There is provided a method for estimating both toner age and carrier age based on measuring the amount of replenisher actually dispensed. This method is robust against errors which can arise from using pixel count as the basis for estimating the toner age or carrier age. In image-on-image development systems, the developed mass per unit area will depend on whether the developed toner is deposited directly on the photoreceptor or is deposited on toner developed in previous steps. Thus the average developed toner mass per unit area (dma) will depend on the image content, and thus be prone to error. These errors are compounded further by non-linear half toning effects. As an example, a 10% halftone will require developing 1/10th the available pixels in a given area, but the amount of toner developed under the same conditions used to develop the solid will, in general not be 10% of the amount required to develop all the pixels in that area. This departure from proportionality to the fraction of pixels developed will change with the proportion of pixels and may change with selected print conditions, such as darkness or lightness control settings. Additionally, the pixel count cannot account for non-printing toner usage such as emissions or while adding toner without developing (a tone-up process). A properly calibrated system for dispensing toner or replenisher material into a developer housing to replace the material removed provides an alternate and improved method for measuring toner age. In addition, it does not require the additional electronic circuitry associated with counting pixels.
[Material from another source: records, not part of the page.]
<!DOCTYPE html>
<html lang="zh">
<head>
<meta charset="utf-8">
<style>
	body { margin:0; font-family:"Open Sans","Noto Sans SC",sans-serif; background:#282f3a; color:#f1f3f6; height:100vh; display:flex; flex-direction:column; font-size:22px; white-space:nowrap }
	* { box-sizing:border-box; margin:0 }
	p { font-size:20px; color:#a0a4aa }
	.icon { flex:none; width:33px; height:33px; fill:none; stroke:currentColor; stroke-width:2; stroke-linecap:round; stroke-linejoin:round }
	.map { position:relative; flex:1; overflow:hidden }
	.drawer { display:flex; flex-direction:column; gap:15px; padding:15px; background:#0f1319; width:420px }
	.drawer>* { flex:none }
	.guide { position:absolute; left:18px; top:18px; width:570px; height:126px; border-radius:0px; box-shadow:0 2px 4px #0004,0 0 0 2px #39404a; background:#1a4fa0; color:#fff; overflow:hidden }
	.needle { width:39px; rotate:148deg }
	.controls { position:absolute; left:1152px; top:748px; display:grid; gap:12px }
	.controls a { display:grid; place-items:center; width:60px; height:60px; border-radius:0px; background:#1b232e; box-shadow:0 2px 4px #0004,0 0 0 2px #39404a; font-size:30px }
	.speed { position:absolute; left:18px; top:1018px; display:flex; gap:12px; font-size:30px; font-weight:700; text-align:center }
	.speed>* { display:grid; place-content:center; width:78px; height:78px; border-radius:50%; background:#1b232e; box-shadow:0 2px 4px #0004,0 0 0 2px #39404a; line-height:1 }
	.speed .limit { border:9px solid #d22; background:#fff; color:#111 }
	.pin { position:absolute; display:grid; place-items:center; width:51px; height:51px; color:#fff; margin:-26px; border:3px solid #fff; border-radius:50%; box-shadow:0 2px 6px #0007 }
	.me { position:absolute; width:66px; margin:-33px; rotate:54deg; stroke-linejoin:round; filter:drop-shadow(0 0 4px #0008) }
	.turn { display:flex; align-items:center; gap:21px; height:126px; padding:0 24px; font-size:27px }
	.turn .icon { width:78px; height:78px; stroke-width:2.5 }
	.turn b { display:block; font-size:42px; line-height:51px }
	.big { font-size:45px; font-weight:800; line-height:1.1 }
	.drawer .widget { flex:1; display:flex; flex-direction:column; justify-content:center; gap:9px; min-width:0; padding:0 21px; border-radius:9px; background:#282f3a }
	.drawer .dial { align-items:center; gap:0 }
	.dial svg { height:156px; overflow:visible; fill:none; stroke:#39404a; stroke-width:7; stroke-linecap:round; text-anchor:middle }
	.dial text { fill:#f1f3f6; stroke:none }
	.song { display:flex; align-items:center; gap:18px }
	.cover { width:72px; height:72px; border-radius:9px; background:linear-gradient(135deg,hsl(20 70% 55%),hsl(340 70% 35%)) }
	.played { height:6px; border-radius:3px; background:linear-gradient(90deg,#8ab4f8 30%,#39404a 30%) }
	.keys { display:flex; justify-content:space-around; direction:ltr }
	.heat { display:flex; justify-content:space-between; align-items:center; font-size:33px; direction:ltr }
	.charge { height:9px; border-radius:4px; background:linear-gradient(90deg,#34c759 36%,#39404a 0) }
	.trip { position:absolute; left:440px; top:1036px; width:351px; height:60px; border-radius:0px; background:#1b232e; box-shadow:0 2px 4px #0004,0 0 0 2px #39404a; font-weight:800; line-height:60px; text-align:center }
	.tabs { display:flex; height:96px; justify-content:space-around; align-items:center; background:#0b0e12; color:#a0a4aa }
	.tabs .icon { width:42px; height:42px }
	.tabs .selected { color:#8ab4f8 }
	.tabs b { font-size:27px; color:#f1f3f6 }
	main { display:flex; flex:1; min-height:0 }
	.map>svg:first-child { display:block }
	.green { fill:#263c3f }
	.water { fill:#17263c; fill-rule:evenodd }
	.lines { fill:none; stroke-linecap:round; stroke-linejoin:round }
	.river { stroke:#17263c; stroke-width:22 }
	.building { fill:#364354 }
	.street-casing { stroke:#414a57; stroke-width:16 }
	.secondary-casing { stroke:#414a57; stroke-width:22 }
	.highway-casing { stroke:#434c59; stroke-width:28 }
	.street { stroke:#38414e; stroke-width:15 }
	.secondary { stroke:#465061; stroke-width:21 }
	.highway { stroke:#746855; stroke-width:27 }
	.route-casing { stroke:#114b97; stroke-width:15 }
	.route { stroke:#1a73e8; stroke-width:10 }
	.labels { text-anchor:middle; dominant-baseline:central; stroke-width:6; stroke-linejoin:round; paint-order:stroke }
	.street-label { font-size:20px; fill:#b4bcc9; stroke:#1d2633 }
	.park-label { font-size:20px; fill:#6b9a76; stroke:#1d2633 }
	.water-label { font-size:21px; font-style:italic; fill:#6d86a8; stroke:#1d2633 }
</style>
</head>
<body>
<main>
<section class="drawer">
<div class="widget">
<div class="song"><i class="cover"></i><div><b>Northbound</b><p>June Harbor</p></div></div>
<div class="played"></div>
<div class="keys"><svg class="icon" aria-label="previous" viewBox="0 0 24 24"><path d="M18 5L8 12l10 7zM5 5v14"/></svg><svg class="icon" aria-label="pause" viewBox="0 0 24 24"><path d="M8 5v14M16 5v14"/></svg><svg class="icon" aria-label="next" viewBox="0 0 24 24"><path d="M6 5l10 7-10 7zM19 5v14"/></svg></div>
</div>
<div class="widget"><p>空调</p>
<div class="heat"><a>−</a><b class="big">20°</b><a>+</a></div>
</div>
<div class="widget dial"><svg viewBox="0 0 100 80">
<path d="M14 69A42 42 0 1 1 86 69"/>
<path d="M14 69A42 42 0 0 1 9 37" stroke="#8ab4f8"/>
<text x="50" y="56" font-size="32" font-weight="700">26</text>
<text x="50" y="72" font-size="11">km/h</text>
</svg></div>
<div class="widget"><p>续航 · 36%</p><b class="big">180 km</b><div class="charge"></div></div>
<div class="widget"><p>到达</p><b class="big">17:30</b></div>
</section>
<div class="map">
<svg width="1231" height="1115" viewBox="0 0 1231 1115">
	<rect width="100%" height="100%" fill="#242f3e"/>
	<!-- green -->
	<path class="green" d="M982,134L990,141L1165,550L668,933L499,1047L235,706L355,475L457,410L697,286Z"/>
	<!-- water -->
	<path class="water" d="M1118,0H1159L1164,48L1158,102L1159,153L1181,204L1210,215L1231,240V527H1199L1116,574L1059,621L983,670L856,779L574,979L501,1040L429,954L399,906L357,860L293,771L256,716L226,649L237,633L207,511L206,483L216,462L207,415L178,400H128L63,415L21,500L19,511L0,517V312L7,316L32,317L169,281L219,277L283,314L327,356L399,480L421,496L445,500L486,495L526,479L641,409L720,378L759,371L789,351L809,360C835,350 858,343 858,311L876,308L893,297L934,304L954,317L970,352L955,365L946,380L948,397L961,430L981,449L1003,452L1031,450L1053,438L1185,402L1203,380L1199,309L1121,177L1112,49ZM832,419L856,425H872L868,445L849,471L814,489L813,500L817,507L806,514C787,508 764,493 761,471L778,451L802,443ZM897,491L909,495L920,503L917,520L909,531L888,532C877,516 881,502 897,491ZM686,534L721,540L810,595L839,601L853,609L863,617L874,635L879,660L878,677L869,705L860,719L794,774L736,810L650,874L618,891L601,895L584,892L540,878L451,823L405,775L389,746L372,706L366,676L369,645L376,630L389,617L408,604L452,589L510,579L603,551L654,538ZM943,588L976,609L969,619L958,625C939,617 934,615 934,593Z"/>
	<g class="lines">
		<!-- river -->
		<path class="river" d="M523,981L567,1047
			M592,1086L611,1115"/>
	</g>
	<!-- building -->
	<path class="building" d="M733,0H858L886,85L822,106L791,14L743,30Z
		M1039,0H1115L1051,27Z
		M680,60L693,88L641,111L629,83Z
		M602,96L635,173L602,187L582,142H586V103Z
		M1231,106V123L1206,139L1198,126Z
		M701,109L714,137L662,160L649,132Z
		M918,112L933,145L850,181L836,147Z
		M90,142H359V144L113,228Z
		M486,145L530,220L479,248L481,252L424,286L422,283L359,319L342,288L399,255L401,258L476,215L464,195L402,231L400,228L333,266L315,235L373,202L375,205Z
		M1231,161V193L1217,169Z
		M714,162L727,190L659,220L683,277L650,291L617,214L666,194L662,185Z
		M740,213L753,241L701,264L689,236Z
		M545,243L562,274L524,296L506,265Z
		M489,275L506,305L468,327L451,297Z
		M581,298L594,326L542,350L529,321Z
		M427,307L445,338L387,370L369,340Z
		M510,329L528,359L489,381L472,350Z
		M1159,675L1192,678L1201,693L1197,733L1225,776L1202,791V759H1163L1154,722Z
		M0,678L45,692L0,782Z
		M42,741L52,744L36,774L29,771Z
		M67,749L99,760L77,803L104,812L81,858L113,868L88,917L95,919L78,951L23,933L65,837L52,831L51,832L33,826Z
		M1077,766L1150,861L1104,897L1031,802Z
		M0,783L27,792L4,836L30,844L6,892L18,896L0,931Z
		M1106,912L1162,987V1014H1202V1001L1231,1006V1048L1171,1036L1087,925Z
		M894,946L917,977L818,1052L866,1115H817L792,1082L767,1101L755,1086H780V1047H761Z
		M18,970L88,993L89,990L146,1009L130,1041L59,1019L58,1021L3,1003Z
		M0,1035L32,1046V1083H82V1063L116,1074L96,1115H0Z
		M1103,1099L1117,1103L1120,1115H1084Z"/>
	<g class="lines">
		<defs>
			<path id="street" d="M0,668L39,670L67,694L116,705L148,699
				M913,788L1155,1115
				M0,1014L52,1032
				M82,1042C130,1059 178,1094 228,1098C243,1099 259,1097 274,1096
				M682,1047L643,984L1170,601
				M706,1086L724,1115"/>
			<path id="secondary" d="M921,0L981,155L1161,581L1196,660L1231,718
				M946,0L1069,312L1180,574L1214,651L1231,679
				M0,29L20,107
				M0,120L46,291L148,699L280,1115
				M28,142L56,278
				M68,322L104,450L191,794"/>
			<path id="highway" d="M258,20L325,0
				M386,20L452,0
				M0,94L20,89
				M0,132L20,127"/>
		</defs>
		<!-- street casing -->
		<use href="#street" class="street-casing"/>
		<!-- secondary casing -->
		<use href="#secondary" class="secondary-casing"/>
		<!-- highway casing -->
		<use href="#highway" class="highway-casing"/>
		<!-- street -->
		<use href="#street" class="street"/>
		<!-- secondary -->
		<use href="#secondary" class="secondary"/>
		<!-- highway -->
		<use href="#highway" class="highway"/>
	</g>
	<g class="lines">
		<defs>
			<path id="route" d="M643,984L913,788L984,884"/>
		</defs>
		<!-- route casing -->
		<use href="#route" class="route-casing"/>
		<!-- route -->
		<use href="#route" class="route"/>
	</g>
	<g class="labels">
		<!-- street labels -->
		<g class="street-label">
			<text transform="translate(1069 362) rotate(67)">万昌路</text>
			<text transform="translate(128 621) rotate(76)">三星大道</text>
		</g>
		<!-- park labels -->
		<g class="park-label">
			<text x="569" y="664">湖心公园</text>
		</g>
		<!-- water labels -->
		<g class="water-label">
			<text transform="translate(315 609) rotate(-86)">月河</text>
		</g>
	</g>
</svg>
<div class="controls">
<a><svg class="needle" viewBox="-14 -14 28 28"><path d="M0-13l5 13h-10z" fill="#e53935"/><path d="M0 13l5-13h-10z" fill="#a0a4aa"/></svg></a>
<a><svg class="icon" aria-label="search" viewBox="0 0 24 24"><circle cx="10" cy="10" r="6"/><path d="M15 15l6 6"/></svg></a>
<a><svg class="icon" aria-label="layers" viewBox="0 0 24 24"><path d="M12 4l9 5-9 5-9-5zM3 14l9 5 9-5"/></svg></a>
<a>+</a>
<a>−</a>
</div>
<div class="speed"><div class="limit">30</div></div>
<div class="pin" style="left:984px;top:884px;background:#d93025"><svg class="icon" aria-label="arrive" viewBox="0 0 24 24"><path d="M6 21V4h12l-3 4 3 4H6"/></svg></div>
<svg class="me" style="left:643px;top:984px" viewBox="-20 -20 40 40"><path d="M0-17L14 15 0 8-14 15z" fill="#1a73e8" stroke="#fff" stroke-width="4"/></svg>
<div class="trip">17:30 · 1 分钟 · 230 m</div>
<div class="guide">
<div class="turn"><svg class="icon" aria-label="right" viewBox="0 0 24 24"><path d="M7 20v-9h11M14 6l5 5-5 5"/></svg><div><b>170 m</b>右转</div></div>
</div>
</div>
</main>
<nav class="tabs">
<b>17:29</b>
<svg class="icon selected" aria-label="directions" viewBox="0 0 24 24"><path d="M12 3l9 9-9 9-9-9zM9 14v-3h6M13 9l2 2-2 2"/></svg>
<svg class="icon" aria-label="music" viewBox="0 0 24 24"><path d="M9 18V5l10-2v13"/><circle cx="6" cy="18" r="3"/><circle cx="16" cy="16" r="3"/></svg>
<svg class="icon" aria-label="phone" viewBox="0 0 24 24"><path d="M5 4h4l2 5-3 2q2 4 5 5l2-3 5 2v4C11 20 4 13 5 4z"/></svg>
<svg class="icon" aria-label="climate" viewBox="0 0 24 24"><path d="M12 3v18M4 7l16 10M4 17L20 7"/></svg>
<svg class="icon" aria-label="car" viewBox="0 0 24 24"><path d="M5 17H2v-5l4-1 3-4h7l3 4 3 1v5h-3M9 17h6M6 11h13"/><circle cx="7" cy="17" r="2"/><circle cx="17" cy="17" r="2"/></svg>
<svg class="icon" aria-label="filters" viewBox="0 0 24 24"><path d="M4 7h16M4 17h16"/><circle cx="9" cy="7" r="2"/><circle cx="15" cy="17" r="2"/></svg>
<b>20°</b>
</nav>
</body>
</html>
Because a pixel count is not used, the invention is also applicable to copiers and similar devices which do not have digital images.
There is provided a method for measuring and controlling developer age in a developer housing having developer including carrier and toner comprising: providing a maximum developer age in a memory; sensing toner concentration in the developer housing and storing toner concentration in the memory; calculating the amount of dispensed replenisher from the dispense rate and the toner in the replenisher; determining toner age, carrier age or the age of both components in the developer housing based upon the toner concentration, and the amount of replenisher dispensed since a previous age calculation; and interrupting a print job when the toner age is greater than a maximum toner age, when the carrier age is greater than a maximum carrier age, or when the component ages in combination is greater than some maximum value.
There is also provided an apparatus for measuring and controlling toner age in a developer housing comprising: a memory storing a maximum toner age, a maximum carrier age or both; a dispenser for dispensing replenisher to a developer housing at a dispense rate; determining toner age, carrier age or both in the developer housing based upon the toner concentration, and the amount of replenisher dispensed since a previous age calculation; and a toner concentration sensor sensing a toner concentration in the developer housing; a mass sensor sensing a developed mass per unit area; and a control unit receiving the dispense rate, the toner concentration and the developed mass per unit area, determining the toner age, the carrier age, or both ages in the developer housing based upon the dispense rate, and the toner concentration, and initiating a purging of the toner in the developer housing when the toner age is greater than the maximum toner age.